Approximately $40 million was spent on marketing Game of War: Fire Age in 2014.[24] Along with advertisements in digital and social media, television commercials were produced featuring model Kate Upton as the goddess Athena. The ads highlighted Upton's sex appeal as she led battles in fantasy settings that were compared to those in Game of Thrones.[25] The spots were introduced in the United States during an NFL Thursday Night Football game and were aired prominently during Super Bowl games and other sports events.[25][26]
Singer Mariah Carey replaced Upton, in late 2015, as the face of the game's advertising campaign.[27] In September 2015, the first commercial featuring a brief clip of Carey as Athena was previewed by TMZ.[28] Carey's agreement reportedly included "a seven-figure pay check; a 30-second commercial filmed by Alan Taylor ... and the use of her music in future promotional material."[27]
In February 2016, MZ spent an estimated three times more on television advertising than any other mobile gaming company, including spending an estimated $10.7 million on 3,265 airings of its Super Bowl 50 ad for Mobile Strike featuring Arnold Schwarzenegger.[29]
CEO Kristin Dumont, in a November 2018 interview with Fast Company, signaled a change in marketing strategy that would be unlikely to include future Super Bowl advertising.[19] Dumont stated a preference for marketing with "more measurable results", and called television advertising "kind of a rip-off, to be honest".[19]
In August 2015, a former employee of Machine Zone was arrested and charged with stealing proprietary data that included "player spending habits broken down by time, location, age and other characteristics" which showed, for example, "which in-game items generate the most revenue and where in the game players often quit."[30] The monetary value of the data was linked by the Wall Street Journal to the fact that "about 3% of mobile-game players buy virtual goodies, such as extra turns and special powers. Most spend only a few dollars a month, while a tiny fraction known as whales – a name derived from casinos – plunk down $50 or more a month."[30]

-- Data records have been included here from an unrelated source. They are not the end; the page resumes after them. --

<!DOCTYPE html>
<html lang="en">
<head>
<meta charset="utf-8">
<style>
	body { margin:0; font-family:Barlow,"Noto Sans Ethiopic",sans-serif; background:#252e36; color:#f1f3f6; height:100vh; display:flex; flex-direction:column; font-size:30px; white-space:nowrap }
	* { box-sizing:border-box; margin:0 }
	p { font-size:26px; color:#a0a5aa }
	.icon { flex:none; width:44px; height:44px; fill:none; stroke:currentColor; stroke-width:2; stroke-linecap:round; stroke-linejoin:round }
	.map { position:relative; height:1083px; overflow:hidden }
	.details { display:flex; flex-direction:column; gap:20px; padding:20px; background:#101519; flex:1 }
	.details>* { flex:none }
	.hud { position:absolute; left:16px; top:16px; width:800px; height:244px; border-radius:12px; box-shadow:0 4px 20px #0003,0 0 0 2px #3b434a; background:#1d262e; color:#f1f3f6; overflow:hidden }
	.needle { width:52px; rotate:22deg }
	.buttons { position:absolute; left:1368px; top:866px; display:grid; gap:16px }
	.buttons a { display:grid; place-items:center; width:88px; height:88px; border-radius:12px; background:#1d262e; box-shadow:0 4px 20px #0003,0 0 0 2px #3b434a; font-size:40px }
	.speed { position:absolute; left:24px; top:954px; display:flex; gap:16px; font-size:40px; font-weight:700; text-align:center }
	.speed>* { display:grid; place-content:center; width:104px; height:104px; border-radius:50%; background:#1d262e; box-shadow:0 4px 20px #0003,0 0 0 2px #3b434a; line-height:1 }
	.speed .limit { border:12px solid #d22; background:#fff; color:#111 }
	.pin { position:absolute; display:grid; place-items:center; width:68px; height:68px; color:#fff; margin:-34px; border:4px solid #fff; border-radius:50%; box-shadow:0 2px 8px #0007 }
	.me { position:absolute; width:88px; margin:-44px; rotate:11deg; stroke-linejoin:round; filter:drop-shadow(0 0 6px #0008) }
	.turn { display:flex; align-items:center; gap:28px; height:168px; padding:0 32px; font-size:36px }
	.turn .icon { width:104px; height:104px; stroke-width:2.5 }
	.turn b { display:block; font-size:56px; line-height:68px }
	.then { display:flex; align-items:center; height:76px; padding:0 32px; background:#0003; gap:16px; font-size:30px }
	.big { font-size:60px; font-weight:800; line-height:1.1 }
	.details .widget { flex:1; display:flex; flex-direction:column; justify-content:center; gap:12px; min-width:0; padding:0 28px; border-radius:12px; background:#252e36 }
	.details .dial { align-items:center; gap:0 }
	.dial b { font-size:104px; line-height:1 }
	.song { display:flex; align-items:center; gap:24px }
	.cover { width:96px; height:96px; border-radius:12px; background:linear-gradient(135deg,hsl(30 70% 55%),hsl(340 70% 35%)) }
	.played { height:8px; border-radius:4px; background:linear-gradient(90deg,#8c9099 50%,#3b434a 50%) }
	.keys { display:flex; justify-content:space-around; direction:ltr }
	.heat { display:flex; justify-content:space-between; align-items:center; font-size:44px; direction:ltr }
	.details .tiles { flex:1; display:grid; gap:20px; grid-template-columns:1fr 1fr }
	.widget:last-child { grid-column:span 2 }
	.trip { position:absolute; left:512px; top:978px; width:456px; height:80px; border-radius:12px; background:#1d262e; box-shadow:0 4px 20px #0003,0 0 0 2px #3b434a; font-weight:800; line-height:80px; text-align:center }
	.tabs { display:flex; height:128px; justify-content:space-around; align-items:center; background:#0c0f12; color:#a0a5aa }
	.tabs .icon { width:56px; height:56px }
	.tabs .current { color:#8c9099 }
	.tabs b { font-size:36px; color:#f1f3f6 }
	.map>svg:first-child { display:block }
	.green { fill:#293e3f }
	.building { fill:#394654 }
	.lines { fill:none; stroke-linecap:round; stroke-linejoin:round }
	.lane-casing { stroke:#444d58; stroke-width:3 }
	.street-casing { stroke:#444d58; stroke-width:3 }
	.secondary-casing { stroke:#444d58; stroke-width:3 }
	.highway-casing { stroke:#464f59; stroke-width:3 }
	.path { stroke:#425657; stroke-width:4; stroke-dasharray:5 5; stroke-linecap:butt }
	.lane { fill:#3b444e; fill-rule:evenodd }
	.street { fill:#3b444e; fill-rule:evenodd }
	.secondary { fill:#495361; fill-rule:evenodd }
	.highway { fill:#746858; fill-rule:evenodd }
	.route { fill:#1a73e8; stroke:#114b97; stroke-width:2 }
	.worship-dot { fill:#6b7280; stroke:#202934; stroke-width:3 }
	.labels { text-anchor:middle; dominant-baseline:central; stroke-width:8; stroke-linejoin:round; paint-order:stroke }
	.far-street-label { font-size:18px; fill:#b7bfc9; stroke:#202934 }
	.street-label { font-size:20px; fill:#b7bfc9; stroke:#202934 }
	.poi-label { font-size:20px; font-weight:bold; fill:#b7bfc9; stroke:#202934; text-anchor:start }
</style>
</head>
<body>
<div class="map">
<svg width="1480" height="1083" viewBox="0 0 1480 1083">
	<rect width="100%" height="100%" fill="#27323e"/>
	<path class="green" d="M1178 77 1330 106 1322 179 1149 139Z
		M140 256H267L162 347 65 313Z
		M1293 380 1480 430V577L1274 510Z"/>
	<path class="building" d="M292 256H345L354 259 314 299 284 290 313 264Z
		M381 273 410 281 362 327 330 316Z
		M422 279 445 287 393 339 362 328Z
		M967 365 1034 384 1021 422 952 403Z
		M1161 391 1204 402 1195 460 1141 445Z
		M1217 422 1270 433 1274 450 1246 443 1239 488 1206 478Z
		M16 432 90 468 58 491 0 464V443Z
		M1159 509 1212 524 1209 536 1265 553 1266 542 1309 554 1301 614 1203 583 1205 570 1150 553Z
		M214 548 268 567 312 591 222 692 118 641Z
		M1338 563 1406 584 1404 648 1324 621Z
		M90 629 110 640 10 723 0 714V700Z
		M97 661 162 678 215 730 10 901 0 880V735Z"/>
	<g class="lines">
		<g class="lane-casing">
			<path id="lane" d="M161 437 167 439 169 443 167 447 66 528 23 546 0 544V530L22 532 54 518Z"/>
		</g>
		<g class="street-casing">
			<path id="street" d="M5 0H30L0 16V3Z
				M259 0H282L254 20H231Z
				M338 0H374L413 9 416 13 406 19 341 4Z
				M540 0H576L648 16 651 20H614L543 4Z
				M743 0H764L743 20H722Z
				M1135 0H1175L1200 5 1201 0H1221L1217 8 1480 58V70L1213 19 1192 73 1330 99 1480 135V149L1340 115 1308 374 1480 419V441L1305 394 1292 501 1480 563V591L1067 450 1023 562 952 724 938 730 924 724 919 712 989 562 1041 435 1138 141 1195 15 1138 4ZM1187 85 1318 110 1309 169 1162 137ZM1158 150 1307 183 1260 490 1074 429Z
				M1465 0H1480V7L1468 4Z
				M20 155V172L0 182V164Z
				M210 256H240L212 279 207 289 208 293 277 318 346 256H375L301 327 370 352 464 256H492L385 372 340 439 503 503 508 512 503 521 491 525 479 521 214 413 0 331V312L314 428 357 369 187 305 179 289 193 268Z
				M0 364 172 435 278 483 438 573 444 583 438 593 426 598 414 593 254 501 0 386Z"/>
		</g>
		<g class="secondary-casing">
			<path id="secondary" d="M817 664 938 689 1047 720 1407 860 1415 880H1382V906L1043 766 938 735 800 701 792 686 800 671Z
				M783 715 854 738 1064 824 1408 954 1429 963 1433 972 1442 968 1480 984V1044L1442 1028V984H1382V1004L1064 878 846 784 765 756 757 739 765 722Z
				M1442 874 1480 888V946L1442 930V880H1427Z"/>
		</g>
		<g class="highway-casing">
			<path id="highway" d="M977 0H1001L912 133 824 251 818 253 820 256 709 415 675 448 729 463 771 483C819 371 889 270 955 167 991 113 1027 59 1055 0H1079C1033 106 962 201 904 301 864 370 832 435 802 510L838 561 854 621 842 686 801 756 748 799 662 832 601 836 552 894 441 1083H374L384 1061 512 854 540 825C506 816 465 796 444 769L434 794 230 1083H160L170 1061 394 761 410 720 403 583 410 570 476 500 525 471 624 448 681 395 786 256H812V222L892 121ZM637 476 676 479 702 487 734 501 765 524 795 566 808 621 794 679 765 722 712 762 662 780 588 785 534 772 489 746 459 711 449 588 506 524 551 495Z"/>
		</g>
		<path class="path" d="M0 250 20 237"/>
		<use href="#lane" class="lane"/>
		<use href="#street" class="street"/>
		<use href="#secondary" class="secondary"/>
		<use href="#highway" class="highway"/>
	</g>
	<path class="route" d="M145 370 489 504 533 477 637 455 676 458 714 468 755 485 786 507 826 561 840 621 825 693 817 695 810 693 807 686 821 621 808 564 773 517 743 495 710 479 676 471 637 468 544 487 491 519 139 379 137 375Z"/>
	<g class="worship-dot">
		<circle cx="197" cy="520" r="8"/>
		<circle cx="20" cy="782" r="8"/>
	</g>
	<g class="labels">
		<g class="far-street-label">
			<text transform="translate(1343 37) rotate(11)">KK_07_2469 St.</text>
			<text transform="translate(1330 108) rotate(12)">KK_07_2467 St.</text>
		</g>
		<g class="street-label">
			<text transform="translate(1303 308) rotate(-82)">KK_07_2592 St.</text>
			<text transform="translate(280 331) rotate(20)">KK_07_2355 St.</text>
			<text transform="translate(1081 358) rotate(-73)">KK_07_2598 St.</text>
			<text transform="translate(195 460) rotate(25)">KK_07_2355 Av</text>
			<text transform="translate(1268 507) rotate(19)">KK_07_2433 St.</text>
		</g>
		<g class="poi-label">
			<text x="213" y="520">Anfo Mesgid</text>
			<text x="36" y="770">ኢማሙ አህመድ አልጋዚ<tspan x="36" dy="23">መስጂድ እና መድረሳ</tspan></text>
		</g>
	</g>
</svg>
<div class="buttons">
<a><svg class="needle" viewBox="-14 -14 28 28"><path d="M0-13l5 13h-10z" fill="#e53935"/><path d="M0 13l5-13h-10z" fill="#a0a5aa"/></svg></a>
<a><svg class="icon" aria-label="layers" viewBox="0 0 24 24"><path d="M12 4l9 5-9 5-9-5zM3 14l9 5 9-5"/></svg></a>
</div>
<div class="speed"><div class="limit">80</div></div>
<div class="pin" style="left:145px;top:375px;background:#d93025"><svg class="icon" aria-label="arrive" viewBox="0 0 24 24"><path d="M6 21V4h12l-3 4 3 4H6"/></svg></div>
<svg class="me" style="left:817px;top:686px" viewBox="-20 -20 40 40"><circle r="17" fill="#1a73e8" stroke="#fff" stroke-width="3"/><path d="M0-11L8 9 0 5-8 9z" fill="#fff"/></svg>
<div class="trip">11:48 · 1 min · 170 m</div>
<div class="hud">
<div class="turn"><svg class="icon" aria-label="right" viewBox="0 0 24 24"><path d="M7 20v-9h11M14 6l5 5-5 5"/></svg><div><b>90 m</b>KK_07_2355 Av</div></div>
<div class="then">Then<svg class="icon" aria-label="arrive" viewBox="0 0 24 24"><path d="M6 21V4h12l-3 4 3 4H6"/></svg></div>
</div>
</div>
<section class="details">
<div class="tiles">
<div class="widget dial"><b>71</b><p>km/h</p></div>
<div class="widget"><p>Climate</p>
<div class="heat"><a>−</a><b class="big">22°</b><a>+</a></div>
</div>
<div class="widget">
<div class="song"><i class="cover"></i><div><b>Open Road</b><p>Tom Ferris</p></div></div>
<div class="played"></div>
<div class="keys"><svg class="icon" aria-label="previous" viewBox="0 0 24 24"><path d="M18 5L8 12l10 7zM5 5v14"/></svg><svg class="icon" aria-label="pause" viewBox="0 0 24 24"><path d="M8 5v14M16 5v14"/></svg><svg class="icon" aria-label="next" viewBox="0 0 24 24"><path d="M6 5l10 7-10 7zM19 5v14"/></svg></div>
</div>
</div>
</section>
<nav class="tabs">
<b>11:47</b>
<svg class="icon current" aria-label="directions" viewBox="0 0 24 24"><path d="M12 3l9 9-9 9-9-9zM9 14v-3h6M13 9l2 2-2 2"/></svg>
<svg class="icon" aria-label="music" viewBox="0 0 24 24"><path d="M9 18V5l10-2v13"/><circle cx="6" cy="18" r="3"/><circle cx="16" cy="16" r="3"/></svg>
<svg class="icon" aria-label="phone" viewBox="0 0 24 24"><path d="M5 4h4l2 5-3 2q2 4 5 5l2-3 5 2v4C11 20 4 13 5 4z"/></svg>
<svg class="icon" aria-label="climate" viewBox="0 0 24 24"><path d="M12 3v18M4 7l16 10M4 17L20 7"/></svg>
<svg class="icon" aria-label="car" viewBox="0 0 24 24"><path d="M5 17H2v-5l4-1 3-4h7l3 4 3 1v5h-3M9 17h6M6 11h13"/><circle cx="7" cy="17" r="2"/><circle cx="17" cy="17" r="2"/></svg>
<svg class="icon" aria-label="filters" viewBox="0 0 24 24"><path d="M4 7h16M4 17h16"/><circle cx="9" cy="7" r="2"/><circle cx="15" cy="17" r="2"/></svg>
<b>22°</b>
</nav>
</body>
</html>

Analytics by Slice Intelligence indicated that Game of War's paying players each spent an average of $550 in 2015 on its in-app purchases, compared to $87 spent by the average player of mobile free-to-play games.[31][32] In March 2017, the company defeated a class action lawsuit on the basis that players who had sought damages for lost "virtual gold" at a virtual casino in Game of War "did not lose real money", according to the court.[33][34]
In October 2024, Machine Zone (MZ) announced the end of life for War for Eos.[35]